Since the Exiobase SUT has a convention of integrating the
bi-lateral market data in the data for each industry, our import
algorithm needs to separate these two kinds of data, to make them
consistent with the ontology, but more importantly to make them
useful for the later linking.
This is done by:
1) Placing the information on bi-lateral trade flows in their
respective market activities (for each of the 169 products, there
are 49*49 bi-lateral markets, many of which will be empty (having
no flows), and may therefore be ignored). This takes care of the
disaggregated import data of the industries.
2) Aggregating the disaggregated import data of the industries,
so that each industry only have 169 imported products, not the
current 49*169 (since that information is already present in the
above bi-lateral trade data).
This way of organising the Exiobase import preserves all data
intact, and now in a more meaningful format that allows use by any
relevant product system algorithm.
Of course, this transformation is completely transparent and an
alternative could be to make an Exiobase ontology term for this
"exiobase:import origin" and use this for importing the Exiobase
data to RDF with this term attached and then do the "stripping" to
BONSAI ontology in RDF. However, this would create precedence for
making RDF ontologies for all other strange data formats that
poeople wish to provide and making RDF converters for these. I do
not think that is a road that we would want to go down. The whole
purpose of the BONSAI ontology is to be lean and nevertheless
complete enough to allow loss-less import of all the different
kind of data people may wish to provide.
I hope this clarifies the reason for staying with the BONSAI
ontology on this point and to adapt the import so that loss-less
imprt of Exiobase nevertheless is possible.
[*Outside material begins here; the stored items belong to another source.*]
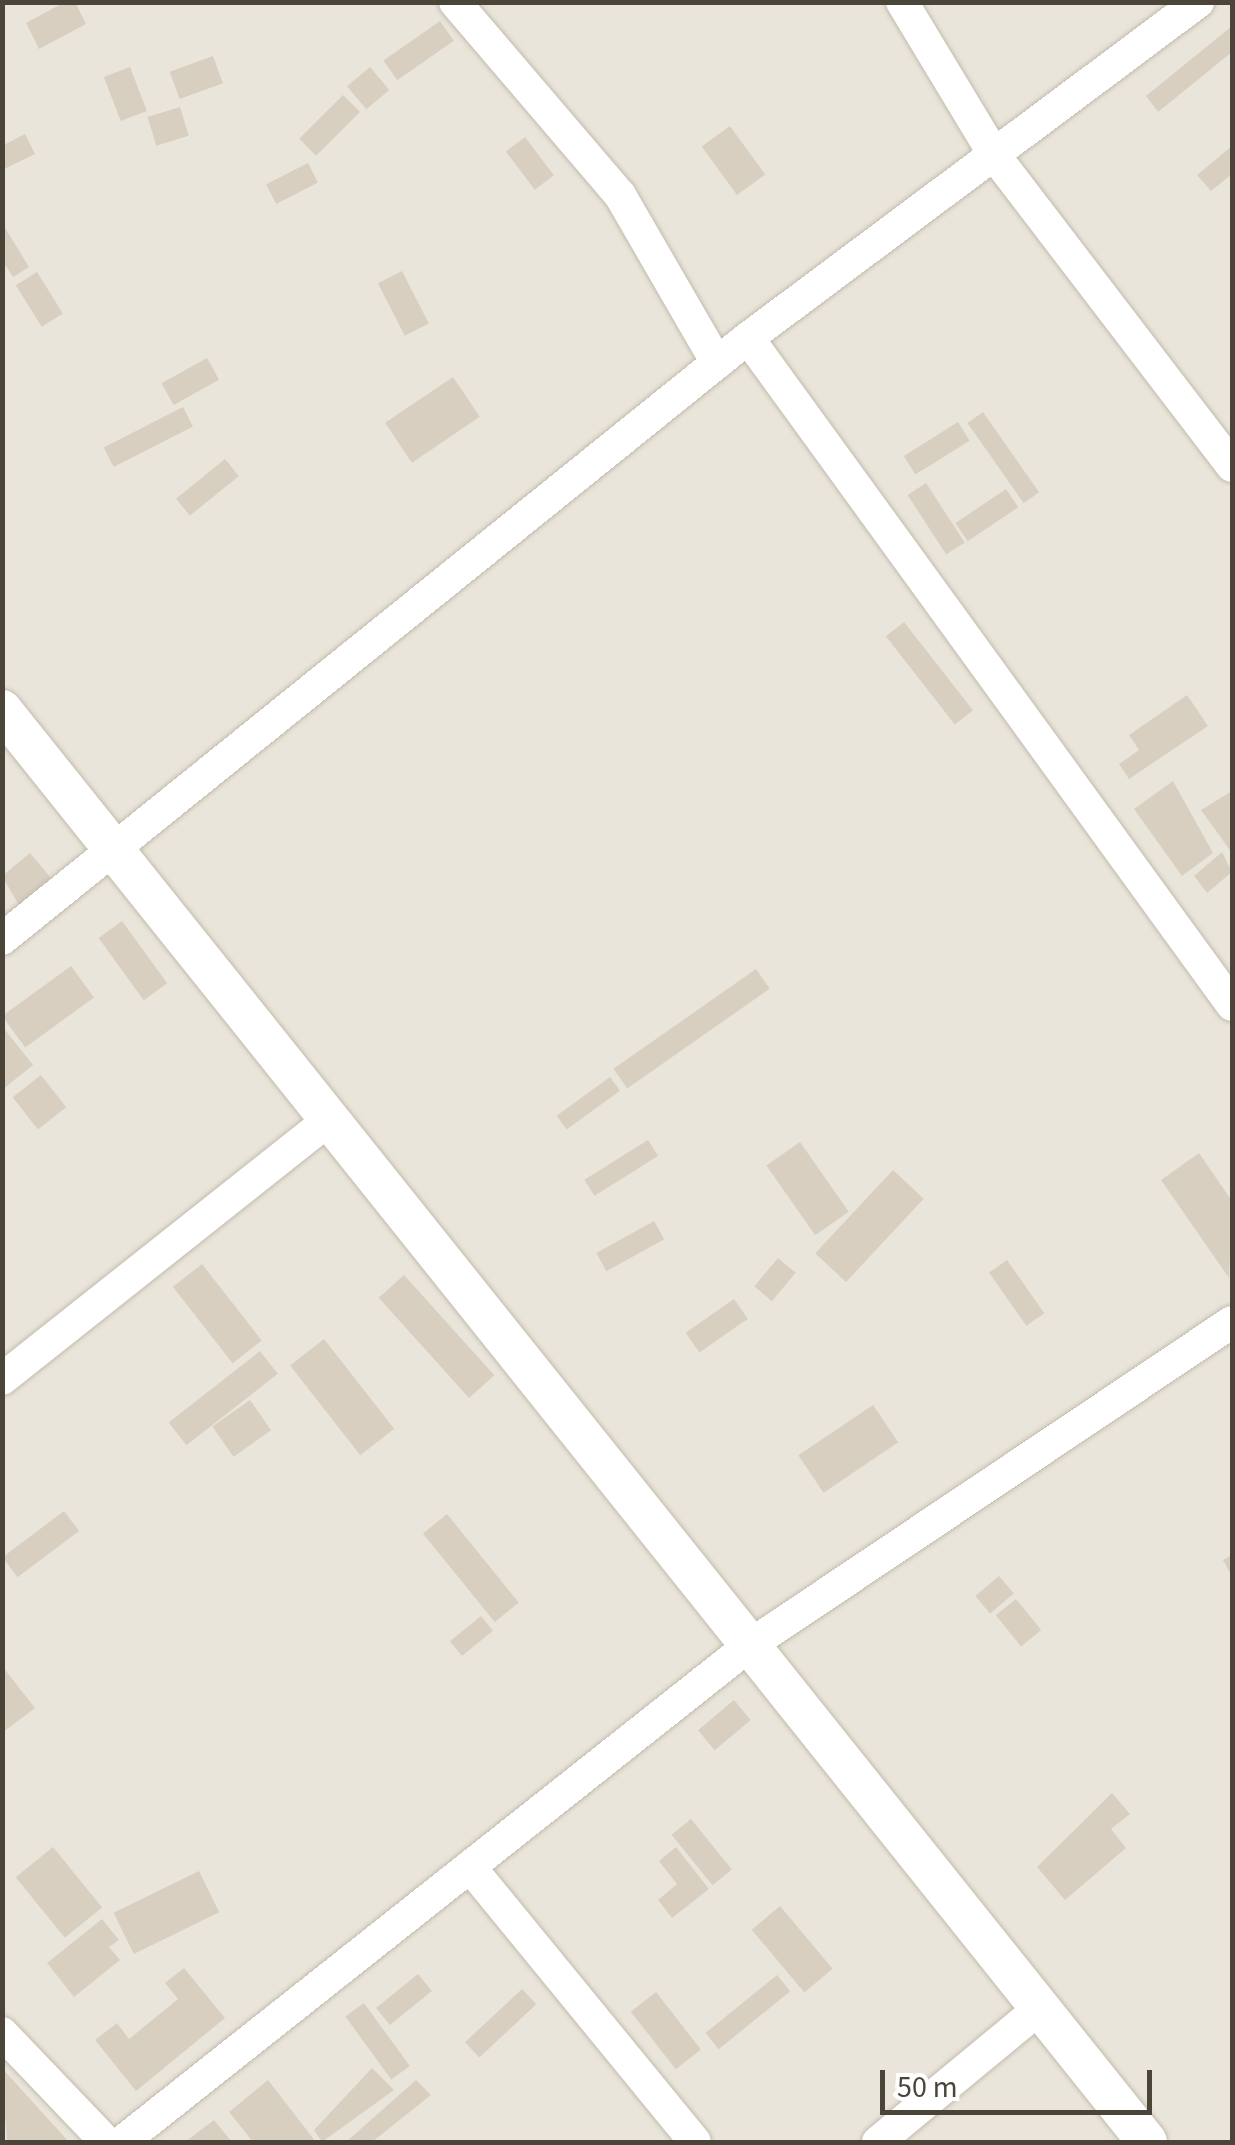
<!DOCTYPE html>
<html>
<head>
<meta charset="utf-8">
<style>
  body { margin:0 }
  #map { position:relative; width:1235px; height:2145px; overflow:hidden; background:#f6f3ec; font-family:"Source Sans 3",sans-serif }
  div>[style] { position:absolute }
  .residential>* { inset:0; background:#eae5da; transform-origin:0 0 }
  .building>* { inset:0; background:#d8cfc1; transform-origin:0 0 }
  .roads { filter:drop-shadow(0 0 2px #c2bbae) drop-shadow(0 0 2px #c2bbae) }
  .minor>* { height:32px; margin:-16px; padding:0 16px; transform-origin:16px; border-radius:16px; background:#fff }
  .tertiary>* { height:40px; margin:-20px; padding:0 20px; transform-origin:20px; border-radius:20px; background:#fff }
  span { translate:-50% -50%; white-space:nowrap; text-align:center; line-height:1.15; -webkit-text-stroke:8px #fff; paint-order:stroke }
  .frame { position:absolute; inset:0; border:5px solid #4b4439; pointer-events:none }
  .scale { position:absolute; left:880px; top:2070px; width:272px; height:45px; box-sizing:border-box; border:5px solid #4b4439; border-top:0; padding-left:12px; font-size:30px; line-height:35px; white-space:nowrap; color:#4b4439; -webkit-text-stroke:8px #fff; paint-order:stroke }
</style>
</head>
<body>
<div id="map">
  <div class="residential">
    <div style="left:3px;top:3px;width:1229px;height:2139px"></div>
  </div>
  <div class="building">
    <div style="clip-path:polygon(65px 2px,75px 2px,86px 24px,39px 49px,26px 23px)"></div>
    <div style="left:440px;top:21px;width:24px;height:69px;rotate:55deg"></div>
    <div style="clip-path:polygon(1232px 26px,1232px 52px,1158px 112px,1146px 96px)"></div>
    <div style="left:213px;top:56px;width:29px;height:46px;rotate:70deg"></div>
    <div style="left:130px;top:67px;width:47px;height:28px;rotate:69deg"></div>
    <div style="left:370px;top:67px;width:30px;height:30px;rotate:50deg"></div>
    <div style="left:343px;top:95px;width:24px;height:62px;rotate:45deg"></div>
    <div style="left:180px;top:107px;width:30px;height:34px;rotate:73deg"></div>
    <div style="left:730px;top:126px;width:60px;height:35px;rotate:54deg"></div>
    <div style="clip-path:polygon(25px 134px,35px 154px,2px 170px,2px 146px)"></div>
    <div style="left:525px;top:137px;width:48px;height:24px;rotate:53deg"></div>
    <div style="clip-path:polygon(1232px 146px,1232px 174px,1211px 191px,1197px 175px)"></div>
    <div style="left:308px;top:163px;width:22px;height:47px;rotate:63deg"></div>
    <div style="clip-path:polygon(2px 223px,29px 267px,13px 277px,2px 260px)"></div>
    <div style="left:402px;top:271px;width:59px;height:27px;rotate:63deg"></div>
    <div style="left:37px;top:272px;width:49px;height:25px;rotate:58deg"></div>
    <div style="left:207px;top:358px;width:25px;height:52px;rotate:61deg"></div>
    <div style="left:453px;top:377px;width:48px;height:82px;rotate:56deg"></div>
    <div style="left:183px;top:407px;width:22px;height:89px;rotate:63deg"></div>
    <div style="left:983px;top:412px;width:98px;height:19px;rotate:55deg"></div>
    <div style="left:958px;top:422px;width:22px;height:64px;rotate:58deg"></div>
    <div style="left:225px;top:459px;width:22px;height:63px;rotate:51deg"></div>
    <div style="left:926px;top:483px;width:71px;height:22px;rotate:57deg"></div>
    <div style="left:1006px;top:489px;width:22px;height:61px;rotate:56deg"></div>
    <div style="left:904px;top:622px;width:112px;height:23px;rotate:52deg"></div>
    <div style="clip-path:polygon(1187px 695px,1208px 726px,1129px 779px,1119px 764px,1139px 750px,1129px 735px)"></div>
    <div style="clip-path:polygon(1173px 781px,1213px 853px,1182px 876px,1134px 809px)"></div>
    <div style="clip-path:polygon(1232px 791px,1232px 853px,1201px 810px)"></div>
    <div style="clip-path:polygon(1222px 852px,1232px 872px,1207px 893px,1194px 876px)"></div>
    <div style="clip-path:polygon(30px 853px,56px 884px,23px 912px,2px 876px)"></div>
    <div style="left:122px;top:921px;width:77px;height:29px;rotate:54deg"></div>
    <div style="left:71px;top:966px;width:39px;height:85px;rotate:54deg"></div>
    <div style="left:756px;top:969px;width:24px;height:174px;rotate:55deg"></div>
    <div style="clip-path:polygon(2px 1026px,33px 1065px,2px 1090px)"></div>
    <div style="left:41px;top:1075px;width:41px;height:36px;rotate:52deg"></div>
    <div style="left:610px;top:1077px;width:17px;height:66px;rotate:54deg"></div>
    <div style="left:648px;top:1140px;width:19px;height:75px;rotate:58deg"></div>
    <div style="left:800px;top:1142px;width:85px;height:41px;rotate:55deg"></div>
    <div style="clip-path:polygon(1199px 1153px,1232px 1201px,1229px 1278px,1161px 1180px)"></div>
    <div style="left:893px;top:1170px;width:42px;height:114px;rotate:43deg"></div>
    <div style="left:654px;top:1221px;width:21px;height:66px;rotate:61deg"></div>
    <div style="left:778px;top:1258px;width:23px;height:37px;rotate:40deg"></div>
    <div style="left:1007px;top:1260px;width:65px;height:22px;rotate:55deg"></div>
    <div style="left:202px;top:1264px;width:97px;height:37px;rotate:52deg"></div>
    <div style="left:404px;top:1275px;width:135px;height:34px;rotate:48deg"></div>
    <div style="left:734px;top:1299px;width:24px;height:59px;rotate:55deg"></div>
    <div style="left:324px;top:1339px;width:114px;height:43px;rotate:52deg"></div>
    <div style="left:260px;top:1351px;width:29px;height:116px;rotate:52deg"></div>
    <div style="left:250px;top:1400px;width:37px;height:46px;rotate:55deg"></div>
    <div style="left:873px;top:1405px;width:45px;height:90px;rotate:56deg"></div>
    <div style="left:64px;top:1511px;width:25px;height:77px;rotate:53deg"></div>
    <div style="left:447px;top:1514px;width:114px;height:31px;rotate:51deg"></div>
    <div style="clip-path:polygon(1232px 1555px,1232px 1577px,1223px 1560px)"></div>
    <div style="left:999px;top:1576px;width:23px;height:31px;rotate:50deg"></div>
    <div style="left:1016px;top:1599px;width:40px;height:26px;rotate:51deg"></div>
    <div style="left:481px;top:1616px;width:19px;height:40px;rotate:51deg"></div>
    <div style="clip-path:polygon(2px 1666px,35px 1708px,2px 1733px)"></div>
    <div style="left:734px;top:1700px;width:26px;height:47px;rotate:50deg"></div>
    <div style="clip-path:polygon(1112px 1793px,1130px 1814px,1111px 1829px,1126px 1848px,1065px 1900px,1037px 1867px)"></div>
    <div style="left:691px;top:1819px;width:65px;height:25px;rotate:51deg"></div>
    <div style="left:53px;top:1847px;width:78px;height:48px;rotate:51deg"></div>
    <div style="clip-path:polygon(676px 1847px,709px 1889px,672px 1918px,658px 1900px,677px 1884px,659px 1861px)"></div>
    <div style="left:199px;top:1871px;width:46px;height:95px;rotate:64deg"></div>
    <div style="left:780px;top:1906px;width:82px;height:37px;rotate:50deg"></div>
    <div style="clip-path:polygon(102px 1919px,119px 1940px,109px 1947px,120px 1960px,74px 1997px,47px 1963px)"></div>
    <div style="clip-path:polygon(184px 1968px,225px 2018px,136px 2091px,95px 2040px,117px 2023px,129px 2039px,178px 1999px,165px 1983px)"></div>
    <div style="left:418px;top:1974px;width:22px;height:54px;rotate:51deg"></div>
    <div style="left:777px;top:1975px;width:21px;height:92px;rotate:51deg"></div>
    <div style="left:522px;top:1989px;width:21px;height:78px;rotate:47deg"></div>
    <div style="left:656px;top:1992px;width:73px;height:32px;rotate:52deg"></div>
    <div style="left:364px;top:2003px;width:78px;height:23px;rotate:54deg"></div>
    <div style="clip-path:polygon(2px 2068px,69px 2142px,7px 2142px)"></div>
    <div style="clip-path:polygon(372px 2068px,394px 2090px,322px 2142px,314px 2130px)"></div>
    <div style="clip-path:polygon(268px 2080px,316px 2142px,253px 2142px,229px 2112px)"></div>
    <div style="clip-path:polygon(416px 2080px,431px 2095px,372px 2142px,346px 2142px)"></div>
    <div style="clip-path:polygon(214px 2120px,232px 2142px,185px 2142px)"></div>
  </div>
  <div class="roads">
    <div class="minor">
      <div style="left:455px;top:2px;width:254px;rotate:49.5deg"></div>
      <div style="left:620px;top:195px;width:194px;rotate:60deg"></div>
      <div style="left:902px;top:2px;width:180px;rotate:58.9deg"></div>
      <div style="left:995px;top:156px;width:390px;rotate:52.6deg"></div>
      <div style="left:748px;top:338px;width:824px;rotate:54.03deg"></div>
      <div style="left:2px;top:939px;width:958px;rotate:-38.86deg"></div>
      <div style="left:748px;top:338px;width:562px;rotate:-36.75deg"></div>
      <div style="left:2px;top:1379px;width:419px;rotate:-38.4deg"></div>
      <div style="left:470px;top:1867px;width:355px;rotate:50.7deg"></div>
      <div style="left:2px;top:2033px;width:151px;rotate:46.3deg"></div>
      <div style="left:122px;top:2142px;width:801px;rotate:-38.36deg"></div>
      <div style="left:750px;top:1645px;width:580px;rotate:-33.83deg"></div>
      <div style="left:878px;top:2142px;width:210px;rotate:-39.6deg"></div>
    </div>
    <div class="tertiary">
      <div style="left:2px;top:710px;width:1833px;rotate:51.35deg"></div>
    </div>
  </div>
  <div class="frame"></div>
  <div class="scale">50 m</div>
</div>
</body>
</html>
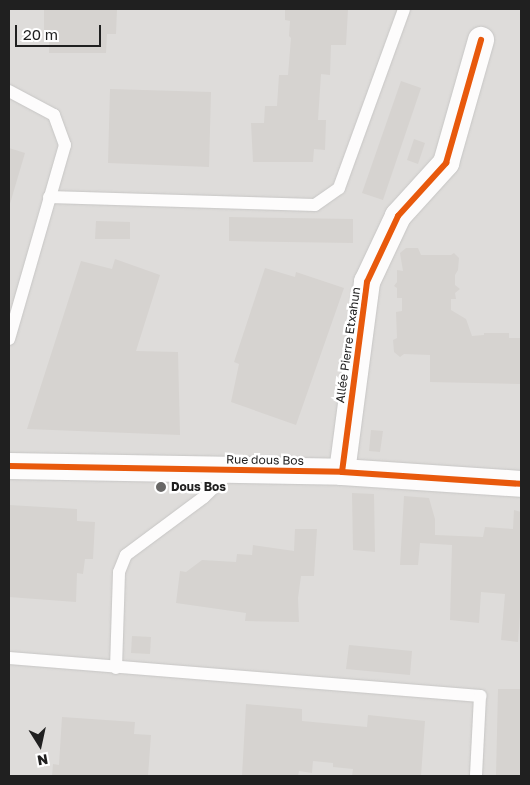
<!DOCTYPE html>
<meta charset="utf-8">
<style>
body{margin:0}
#map{position:relative;width:530px;height:785px;overflow:hidden;background:#efece9;font-family:"Golos Text",sans-serif}
div>[style]{position:absolute}
[style*='--x']{left:calc(var(--x)*1px);top:calc(var(--y)*1px);width:calc(var(--w)*1px);rotate:calc(var(--a)*1deg)}
.residential>*{inset:0;background:#dedcda}
.building>*{inset:0;background:#d6d3d0}
.roads{filter:drop-shadow(0 0 1px #c7c6c5) drop-shadow(0 0 1px #c7c6c5)}
.service>*{height:12px;margin:-6px;padding:0 6px;transform-origin:6px;border-radius:6px;background:#fdfcfc}
.minor>*{height:26px;margin:-13px;padding:0 13px;transform-origin:13px;border-radius:13px;background:#fdfcfc}
.cycleway>*{height:6px;margin:-3px;padding:0 3px;transform-origin:3px;border-radius:3px;background:#e8590c}
.dots>*{width:14px;height:14px;translate:-50% -50%;box-sizing:border-box;border:2px solid #fff;border-radius:50%}
span{translate:-50% -50%;white-space:nowrap;text-align:center;line-height:1.15;-webkit-text-stroke:5px #fff;paint-order:stroke}
.street-label{font-size:12px;color:#202020}
.poi-label{font-size:12px;color:#202020;font-weight:700}
.left{translate:0 -50%;text-align:left}
.frame{position:absolute;inset:0;border:10px solid #202020;pointer-events:none}
.north{position:absolute;left:15px;top:720px;width:50px;height:50px;-webkit-text-stroke:4px #fff;paint-order:stroke;rotate:170deg;font-size:14px;font-weight:700;line-height:20px;text-align:center;color:#202020}
.north::after{content:'';display:block;margin:auto;width:18px;height:22px;background:#202020;clip-path:polygon(50% 0,100% 100%,50% 72%,0 100%)}
.scale{position:absolute;left:15px;top:25px;width:86px;height:22px;box-sizing:border-box;border:2px solid #202020;border-top:0;padding-left:6px;font-size:15px;line-height:18px;white-space:nowrap;color:#202020;-webkit-text-stroke:4px #fff;paint-order:stroke}
</style>
<div id="map">
<div class="residential">
<i style="clip-path:polygon(9px 9px,521px 9px,521px 776px,9px 776px)"></i>
</div>
<div class="building">
<i style="clip-path:polygon(44px 9px,117px 9px,116px 34px,107px 34px,106px 53px,49px 53px,49px 34px,44px 34px)"></i>
<i style="clip-path:polygon(285px 9px,348px 9px,346px 45px,331px 45px,330px 75px,321px 74px,318px 120px,326px 120px,325px 150px,314px 149px,313px 162px,253px 162px,251px 123px,264px 123px,265px 106px,277px 106px,279px 75px,288px 75px,291px 38px,289px 36px,290px 21px,285px 20px)"></i>
<i style="clip-path:polygon(401px 81px,421px 88px,383px 200px,362px 193px)"></i>
<i style="clip-path:polygon(110px 89px,211px 92px,209px 167px,108px 163px)"></i>
<i style="clip-path:polygon(414px 139px,425px 143px,418px 164px,407px 160px)"></i>
<i style="clip-path:polygon(9px 148px,25px 153px,9px 207px)"></i>
<i style="clip-path:polygon(229px 217px,353px 219px,353px 243px,229px 241px)"></i>
<i style="clip-path:polygon(96px 221px,130px 222px,130px 239px,95px 239px)"></i>
<i style="clip-path:polygon(406px 248px,418px 248px,421px 255px,451px 255px,454px 253px,459px 258px,458px 270px,455px 275px,455px 285px,460px 289px,455px 293px,456px 299px,451px 299px,451px 310px,466px 319px,472px 336px,484px 335px,484px 333px,509px 333px,509px 338px,521px 338px,521px 384px,430px 382px,430px 355px,404px 354px,400px 357px,394px 352px,393px 340px,397px 338px,396px 312px,402px 311px,402px 298px,397px 298px,397px 288px,394px 286px,397px 282px,397px 270px,403px 271px,400px 253px)"></i>
<i style="clip-path:polygon(115px 259px,160px 275px,136px 351px,178px 352px,180px 435px,27px 429px,81px 261px,112px 269px)"></i>
<i style="clip-path:polygon(265px 268px,295px 277px,296px 272px,344px 288px,296px 425px,231px 402px,239px 364px,234px 362px)"></i>
<i style="clip-path:polygon(371px 430px,383px 431px,380px 452px,369px 451px)"></i>
<i style="clip-path:polygon(352px 493px,374px 494px,375px 552px,353px 550px)"></i>
<i style="clip-path:polygon(404px 496px,429px 498px,435px 519px,435px 535px,483px 537px,485px 527px,513px 529px,514px 510px,521px 512px,521px 598px,518px 642px,501px 640px,505px 594px,481px 592px,479px 623px,450px 620px,452px 545px,420px 543px,418px 565px,400px 565px)"></i>
<i style="clip-path:polygon(9px 505px,77px 509px,77px 521px,95px 522px,93px 559px,85px 559px,83px 574px,77px 573px,76px 602px,9px 597px)"></i>
<i style="clip-path:polygon(295px 529px,317px 529px,314px 576px,301px 576px,298px 598px,299px 622px,245px 621px,246px 613px,176px 603px,180px 571px,186px 572px,202px 560px,236px 562px,237px 554px,252px 555px,253px 545px,294px 551px)"></i>
<i style="clip-path:polygon(132px 636px,151px 637px,150px 654px,131px 653px)"></i>
<i style="clip-path:polygon(349px 645px,412px 651px,410px 675px,346px 669px)"></i>
<i style="clip-path:polygon(498px 689px,521px 689px,521px 776px,496px 776px)"></i>
<i style="clip-path:polygon(246px 704px,302px 709px,302px 721px,367px 727px,368px 715px,425px 721px,421px 776px,352px 776px,353px 769px,333px 767px,333px 763px,313px 761px,312px 773px,299px 771px,298px 776px,242px 776px)"></i>
<i style="clip-path:polygon(62px 717px,135px 722px,134px 734px,151px 735px,148px 776px,52px 776px,53px 764px,59px 765px)"></i>
</div>
<div class="roads">
<div class="service">
<i style="--x:9;--y:91;--w:51;--a:28.1"></i>
<i style="--x:54;--y:115;--w:32;--a:70"></i>
<i style="--x:65;--y:145;--w:202;--a:106.1"></i>
<i style="--x:49;--y:197;--w:266;--a:1.7"></i>
<i style="--x:315;--y:205;--w:29;--a:-35"></i>
<i style="--x:339;--y:188;--w:190;--a:-70"></i>
<i style="--x:9;--y:658;--w:473;--a:4.6"></i>
<i style="--x:480;--y:696;--w:80;--a:92.9"></i>
<i style="--x:116;--y:668;--w:96;--a:-88.2"></i>
<i style="--x:119;--y:572;--w:18;--a:-68"></i>
<i style="--x:126;--y:555;--w:97;--a:-36.6"></i>
<i style="--x:204;--y:497;--w:36;--a:-44"></i>
</div>
<div class="minor">
<i style="--x:9;--y:466;--w:333;--a:1"></i>
<i style="--x:342;--y:472;--w:179;--a:3.8"></i>
<i style="--x:342;--y:472;--w:192;--a:-82.5"></i>
<i style="--x:367;--y:282;--w:73;--a:-64.8"></i>
<i style="--x:398;--y:216;--w:72;--a:-47.8"></i>
<i style="--x:446;--y:163;--w:128;--a:-74.1"></i>
</div>
</div>
<div class="cycleway">
<i style="--x:9;--y:466;--w:333;--a:1"></i>
<i style="--x:342;--y:472;--w:179;--a:3.8"></i>
<i style="--x:342;--y:472;--w:192;--a:-82.5"></i>
<i style="--x:367;--y:282;--w:73;--a:-64.8"></i>
<i style="--x:398;--y:216;--w:72;--a:-47.8"></i>
<i style="--x:446;--y:163;--w:128;--a:-74.1"></i>
</div>
<div class="dots">
<i style="left:161px;top:487px;background:#686766"></i>
</div>
<div class="street-label">
<span style="left:348px;top:345px;rotate:-82deg">Allée Pierre Etxahun</span>
<span style="left:265px;top:460px;rotate:1deg">Rue dous Bos</span>
</div>
<div class="poi-label">
<span class="left" style="left:171px;top:487px">Dous Bos</span>
</div>
<div class="frame"></div>
<div class="north">N</div>
<div class="scale">20 m</div>
</div>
Den 2019-11-07 kl. 12.28 skrev Chris Mutel:
Sorry, I don't want to be a pain in the ass, but I think we are going
a bit down the raod of Stalin's ideological purity here... In an ideal
world, we would have separate sources of trade data, and could ignore
the EXIOBASE trade "assumptions"; but in this ideal world, we could
also take the SU tables directly from each country. EXIOBASE has the
trade information, and it is balanced. We need this trade data, and
don't really want to start a whole new project to get it from another
source (and clean it!). Bo says that "In a true SUT, the flows enter
and leave an activity but do not yet have information on their origin
and destination," but EXIOBASE is not just a SUT, it is also trade
"The EXIOBASE SUT is overspecified in this sense that it already has
interpreted the information in the trade statistics in a specific
(attributional) way. This error should not be imported into the BONSAI
implementation, which should leave the user free to link SUT
activities with different linking algorithms." But we are free to
(re-)link SUT activities with different linking algorithms, even if we
import this data! All data is BONSAI are factual claims that we can
use or ignore as we wish.
We go here to a fundamental decision for the entire project, namely:
Should we let our collective or individual biases lead to data
modification **before** it enters the system? It was my impression
that our consensus decision from the hackathon was that we do not
alter or delete data before it enters the system, unless such
modification would never be controversial in any way (i.e. unit
conversions or changing labels in cases where there is zero
ambiguity). Did this change? I don't accept that it changed in a
comment in a Github issue where two people reported that they
discussed something offline.
On Wed, 6 Nov 2019 at 13:27, Matteo Lissandrini (AAU) <matteo@...> wrote:
Will this require to write from scratch the Exiobase RDF converter? do I understand correctly or is this about some other data?
But we need to update this software anyway to a) make it a proper
installable package, b) follow the URI schema that we are now using,
and c) fill in all the "TODO"s in the code.
Ok, I had the task to update this script for the USE table, as per other email, but then I'm blocked until I have the new output.
This means that for now, the published data is only for the supply table.
We will need to re-sync for completing this work.